Michael Joyce, the author of the first hypertext fiction, afternoon, a story, authored this, his first web hypertext, in 1996. Twelve Blue is an HTML hypertext that makes use of frames and image-maps. Although simple from a technical standpoint, the work tells a complex and enigmatic story of memory, desire, lust, truth, and consequences.
Now that everyone on earth wore beepers (or so it seemed in a walk through the Galleria), she wondered had it lost its sense of expectation or rather was the phenomenon now simply more widely shared. It seemed as if the whole pedestrian world strolled with small plastic packets of electronics at their hips-- in shades of pastel now as well as basic black-- all of them pleasantly abuzz and mildly aroused, awaiting word of what would be, word of what had been.

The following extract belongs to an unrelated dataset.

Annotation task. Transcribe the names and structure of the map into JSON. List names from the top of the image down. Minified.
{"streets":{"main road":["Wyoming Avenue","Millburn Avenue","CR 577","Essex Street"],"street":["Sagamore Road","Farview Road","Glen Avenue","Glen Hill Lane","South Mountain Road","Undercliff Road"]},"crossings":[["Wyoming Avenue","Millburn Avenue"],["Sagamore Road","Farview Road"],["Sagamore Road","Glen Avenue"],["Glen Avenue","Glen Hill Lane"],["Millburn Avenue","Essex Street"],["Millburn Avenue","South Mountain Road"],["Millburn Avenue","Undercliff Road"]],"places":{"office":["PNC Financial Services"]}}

Everything can be read, every surface and silence, every breath and every vacancy, every eddy and current, every body and its absence, every darkness every light, each cloud and knife, each finger and tree, every backwater, every crevice and hollow, each nostril, tendril and crescent, every whisper, every whimper, each laugh and every blue feather, each stone, each nipple, every thread every color, each woman and her lover, every man and his mother, every river, each of the twelve blue oceans and the moon, every forlorn link, every hope and every ending, each coincidence, the distant call of a loon, light through the high branches of blue pines, the sigh of rain, every estuary, each gesture at parting, every kiss, each wasp's wing, every foghorn and railway whistle, every shadow, every gasp, each glowing silver screen, every web, the smear of starlight, a fingertip, rose whorl, armpit, pearl, every delight and misgiving, every unadorned wish, every daughter, every death, each woven thing, each machine, every ever after
They believed each other's stories and knew they were not minor characters.